By most accounts, it began at the University of Michigan in 1952 and spread like wildfire across college campuses, typically resulting in arrests. A 1956 panty raid at the University of California at Berkeley resulted in “significant property damage” as hundreds of young men invaded sororities in search of undergarments. The Great Raid of 1961 at the  University of Austin campus involved 2500 males attacking dorms and scaling walls, the chaos continuing for hours amid “wholesale” arrests. The fad gradually lost steam as the sexual revolution continued. Why raid for panties when you could get them in private simply by asking?

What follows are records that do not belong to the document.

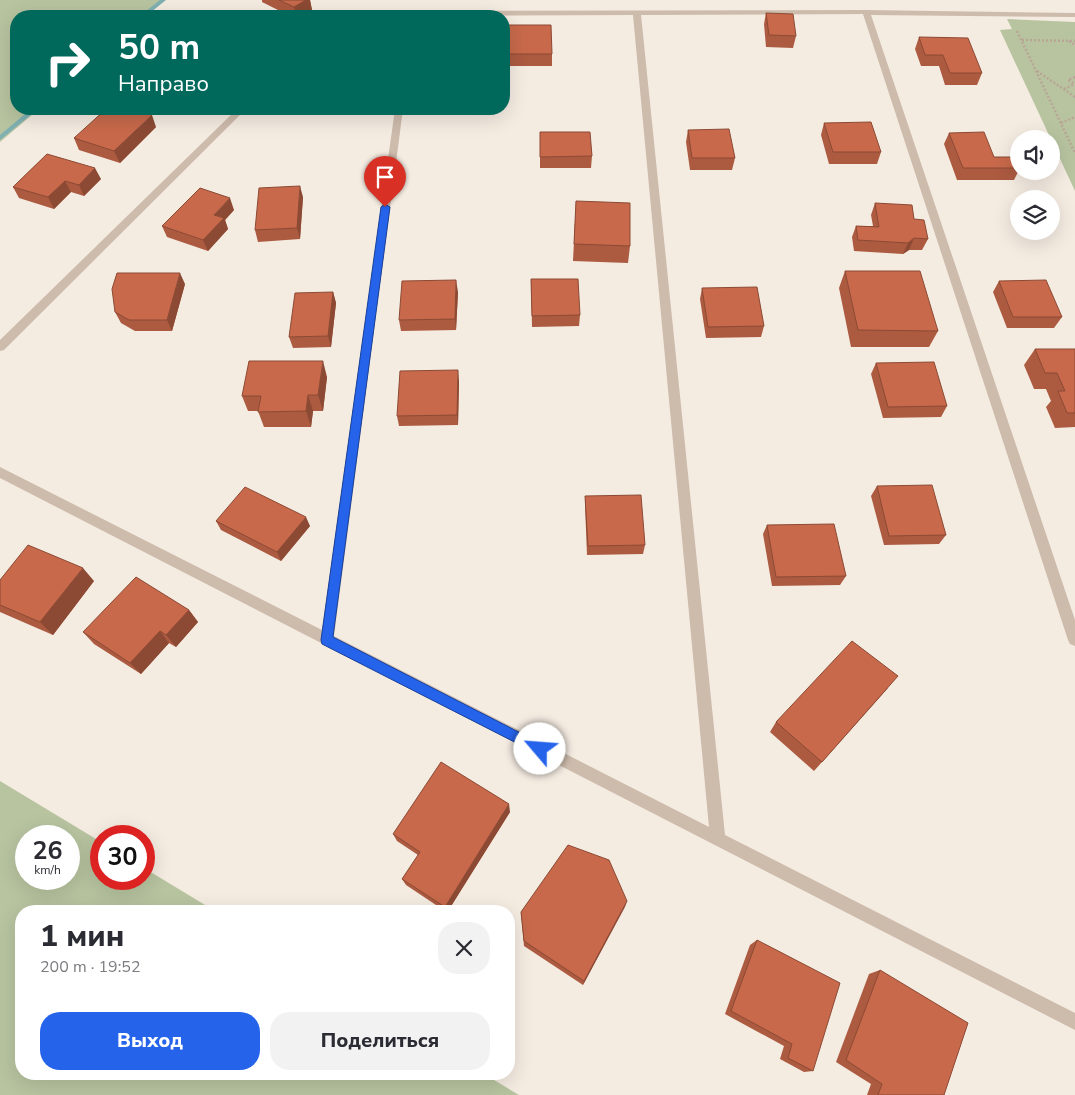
<!DOCTYPE html>
<html lang="ru">
<meta charset="utf-8">
<style>
body{margin:0;font-family:"Nunito Sans",sans-serif;background:#f2f2f3;color:#2b2b33;height:100vh;display:flex;flex-direction:column;font-size:19px;white-space:nowrap}
*{box-sizing:border-box;margin:0}
p{font-size:16px;color:#7c7c81}
.icon{flex:none;width:28px;height:28px;fill:none;stroke:currentColor;stroke-width:2;stroke-linecap:round;stroke-linejoin:round}
.map{position:relative;flex:1;overflow:hidden}
.drawer{position:absolute;left:15px;top:905px;width:500px;height:175px;display:flex;flex-direction:column;background:#fff;border-radius:20px;box-shadow:0 5px 20px #0002}
.drawer>*{flex:none}
.top-card{position:absolute;left:10px;top:10px;width:500px;height:105px;border-radius:20px;box-shadow:0 5px 20px #0002;background:#00695c;color:#fff;overflow:hidden}
.tools{position:absolute;left:1010px;top:130px;display:grid;gap:10px}
.tools a{display:grid;place-items:center;width:50px;height:50px;border-radius:50%;background:#fff;box-shadow:0 5px 20px #0002;font-size:25px}
.speed{position:absolute;left:15px;top:825px;display:flex;gap:10px;font-size:25px;font-weight:700;text-align:center}
.speed>*{display:grid;place-content:center;width:65px;height:65px;border-radius:50%;background:#fff;box-shadow:0 5px 20px #0002;line-height:1}
.speed small{font-size:12px;font-weight:400}
.speed .limit{border:8px solid #d22;background:#fff;color:#111}
.pin{position:absolute;display:grid;place-items:center;width:42px;height:42px;color:#fff;margin:-51px -21px;border-radius:50% 50% 50% 0;rotate:-45deg;box-shadow:0 0 5px #0007}
.pin .icon{rotate:45deg}
.me{position:absolute;width:55px;margin:-28px;rotate:297deg;stroke-linejoin:round;filter:drop-shadow(0 0 4px #0008)}
.turn{display:flex;align-items:center;gap:18px;height:105px;padding:0 25px;font-size:22px}
.turn .icon{width:65px;height:65px;stroke-width:2.5}
.turn b{display:block;font-size:35px;line-height:42px}
.round{display:grid;place-items:center;flex:none;width:52px;height:52px;border-radius:20px;background:#f2f2f3}
.overview{display:flex;align-items:center;justify-content:space-between;height:85px;padding:0 25px}
h1{font-size:30px;font-weight:800;line-height:38px}
.primary-button{display:flex;gap:10px;margin-top:auto;padding:10px 25px}
.primary-button a{flex:1;height:58px;border-radius:20px;background:#2563eb;color:#fff;font-size:20px;font-weight:800;line-height:58px;text-align:center}
.primary-button a+a{background:#f2f2f3;color:#2b2b33}
.map>svg:first-child{display:block}
.green{fill:#b8c4a0;fill-rule:evenodd}
.lines{fill:none;stroke-linecap:round;stroke-linejoin:round}
.stream{fill:#7fb0b2;fill-rule:evenodd}
.path{stroke:#b9a596;stroke-width:2.5;stroke-dasharray:2 2;stroke-linecap:butt}
.minor{fill:#cdbbac;fill-rule:evenodd}
.wall{fill:#ac5a40}
.shaded-wall{fill:#8c4a34}
.building{fill:#c8694b;stroke:#8c4a34}
.route{fill:#2563eb;stroke:#184099}
</style>
<div class="map">
<svg width="1075" height="1095" viewBox="0 0 1075 1095">
<rect width="100%" height="100%" fill="#f4ebe1"/>
<path class="green" d="M0 0H165L146 16H16V109H39L0 142Z
M1007 19 1075 22V191L1000 30 1012 29Z
M0 781 101 842V879H144V868L215 911H21V1074H484L519 1095H0ZM26 836H69V879H26Z"/>
<g class="lines">
<path class="stream" d="M160 0H166L146 16H140Z
M31 109H38L0 140V135Z"/>
<path class="path" d="M1017 31 1075 153
M1022 40 1075 41
M1069 41 1075 45
M1037 71 1075 97
M1075 77 1068 80 1075 84
M1064 89 1075 84
M1061 123 1075 117"/>
<path class="minor" d="M866 10 1075 13V17L871 15 1075 620V646L1070 644 1068 640 863 14 641 15 725 835 1075 1013V1030L0 478V467L322 630 395 109H403L334 636 709 827 633 15 331 16 338 11Z
M237 109H246L4 350 0 351V340Z"/>
</g>
<path class="wall" d="M262 0H310L312 10 301 16H290L262 2Z
M766 13 796 36 793 48 766 47 764 24Z
M919 37 982 73 977 85H945L939 66H921L915 49Z
M507 54H552V66H508Z
M824 123 881 152 877 164H829L821 135Z
M156 127 120 163 79 150 74 138Z
M688 130 735 158 732 170H690L686 142Z
M540 132 592 156 591 168H540Z
M949 133 994 157 1019 168V170L1014 180H957L944 144Z
M47 154 101 179 84 196 71 192 54 209 19 198 13 187Z
M303 197 300 239 258 242 255 230Z
M576 201 630 246 628 263 573 261Z
M875 203 914 219 928 239 922 250H909L903 254 854 251 852 237 856 226H873L871 215Z
M234 210 225 220 228 229 208 251 167 237 162 226Z
M845 271 938 331 929 347H851L839 288Z
M531 279 580 315 579 326 532 327Z
M999 281 1062 317 1054 328H1007L993 292Z
M185 284 172 331H135L121 323 115 312Z
M702 288 764 326 761 337 706 338 700 299Z
M333 292 336 303 331 347 293 348 289 337Z
M458 292 456 330 401 331 399 320Z
M1035 349H1075V427L1055 428 1046 407 1051 401 1046 389H1034L1024 365Z
M876 363 947 406 941 417 883 418 871 374Z
M327 377 323 411H313L311 427H264L258 411H248L242 396Z
M459 381 458 425 399 426 397 416Z
M877 486 946 535 939 544 884 545 871 496Z
M585 496 645 545 643 554 587 555 585 505Z
M216 521 310 526 281 561 221 530Z
M767 525 846 576 840 585 772 586 763 534Z
M0 580 94 581 53 635 0 612Z
M189 610 198 622 176 647 169 643 141 674 94 644 83 632Z
M888 688 814 771 770 732 776 722Z
M510 812 448 911H445L406 885 402 879 418 855 397 841 393 834Z
M627 901 583 985 524 946 521 912Z
M757 940 813 1071 804 1072 780 1059 784 1046 725 1014 750 945Z
M880 970 944 1095H867L871 1084 836 1062 869 974Z"/>
<path class="shaded-wall" d="M306 0H310L312 10 301 16H296L294 7Z
M152 115 156 127 120 163 114 151Z
M95 168 101 179 84 196 79 185Z
M65 181 71 192 54 209 48 197Z
M300 186 303 197 300 239 297 228Z
M230 198 234 210 225 220 228 229 208 251 203 240 214 215Z
M914 238 909 250 903 254 908 243Z
M180 273 185 284 172 331 167 320Z
M456 280 458 292 456 330 455 319Z
M333 292 336 303 331 347 328 336Z
M323 361 327 377 323 411 318 395Z
M458 370 459 381 458 425 457 415Z
M308 395 313 411 311 427 306 411Z
M306 517 310 526 281 561 277 552Z
M83 568 94 581 53 635 40 622Z
M189 610 198 622 176 647 166 635Z
M160 631 169 643 141 674 130 663Z
M509 804 510 812 448 911H447L445 907Z
M627 901 625 907 583 985 584 981Z"/>
<path class="building" d="M279 0H306L294 7Z
M766 13 793 14 796 36 769 35Z
M508 25H551L552 54H507Z
M919 37 968 38 982 73H950L943 55H925Z
M106 109H130L152 115 114 151 74 138Z
M871 122 881 152H833L824 123Z
M729 129 735 158H692L688 130Z
M540 132H590L592 156 540 157Z
M984 132 994 157H1015L1019 166V168H963L949 133Z
M47 154 95 168 79 185 65 181 48 197 13 187Z
M300 186 297 228 255 230 259 188Z
M200 188 230 198 214 215 224 218 203 240 162 226Z
M576 201 630 203V246L574 244Z
M875 203 912 205 914 219 924 220 928 239 914 238 908 243 858 240 856 226 879 227Z
M845 271H920L938 331 858 330Z
M117 273H180L167 320H129L115 312 112 289Z
M531 279H578L580 315 532 316Z
M456 280 455 319 399 320 402 281Z
M1046 280 1062 317H1013L999 281Z
M757 287 764 326 708 327 702 288Z
M333 292 328 336 289 337 295 293Z
M1035 349H1075V413H1067L1058 391H1065L1057 373H1045Z
M249 361H323L318 395H308L306 411 258 412 261 396H242Z
M934 362 947 406 888 407 876 363Z
M458 370 457 415 397 416 400 371Z
M932 485 946 535 889 536 877 486Z
M245 487 306 517 277 552 216 521Z
M641 495 645 545 588 546 585 496Z
M834 524 846 576 776 577 767 525Z
M28 545 83 568 40 622 0 605V580Z
M136 577 189 610 166 635 160 631 130 663 83 632Z
M852 641 898 676 822 762 776 722Z
M441 762 509 804 445 907 402 879 420 852 393 834Z
M568 845 609 860 627 901 584 981 524 941 521 912Z
M757 940 840 983 813 1071 788 1058 792 1044 731 1011Z
M880 970 968 1023 944 1095H878L882 1084 846 1060Z"/>
<path class="route" d="M385 204 390 207 333 637 544 745 546 749 544 754 540 755 322 644 321 640 381 207Z"/>
</svg>
<div class="tools">
<a><svg class="icon" aria-label="sound" viewBox="0 0 24 24"><path d="M4 9h4l5-4v14l-5-4H4zM17 9q2 3 0 6"/></svg></a>
<a><svg class="icon" aria-label="layers" viewBox="0 0 24 24"><path d="M12 4l9 5-9 5-9-5zM3 14l9 5 9-5"/></svg></a>
</div>
<div class="speed"><div>26<small>km/h</small></div><div class="limit">30</div></div>
<div class="pin" style="left:385px;top:207px;background:#d93025"><svg class="icon" aria-label="arrive" viewBox="0 0 24 24"><path d="M6 21V4h12l-3 4 3 4H6"/></svg></div>
<svg class="me" style="left:540px;top:749px" viewBox="-20 -20 40 40"><circle r="19" fill="#fff"/><path d="M0-13L10 11 0 6-10 11z" fill="#2563eb"/></svg>
<div class="top-card">
<div class="turn"><svg class="icon" aria-label="right" viewBox="0 0 24 24"><path d="M7 20v-9h11M14 6l5 5-5 5"/></svg><div><b>50 m</b>Направо</div></div>
</div>
<section class="drawer">
<div class="overview"><div><h1>1 мин</h1><p>200 m · 19:52</p></div><a class="round"><svg class="icon" aria-label="close" viewBox="0 0 24 24"><path d="M6 6l12 12M18 6L6 18"/></svg></a></div>
<div class="primary-button"><a>Выход</a><a>Поделиться</a></div>
</section>
</div>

I didn’t snag any prizes that afternoon but a fraternity brother retrieved a see-through pink pair which he has to this day. No phone number. He tried in vain to the find the owner.

Trivia Factoid:

The campuses that represented the eye of the panty raid tornado—University of Texas at Austin, University of Michigan at Ann Arbor, and University of California at Berkeley—were also among the most politically radical centers of the 1960s.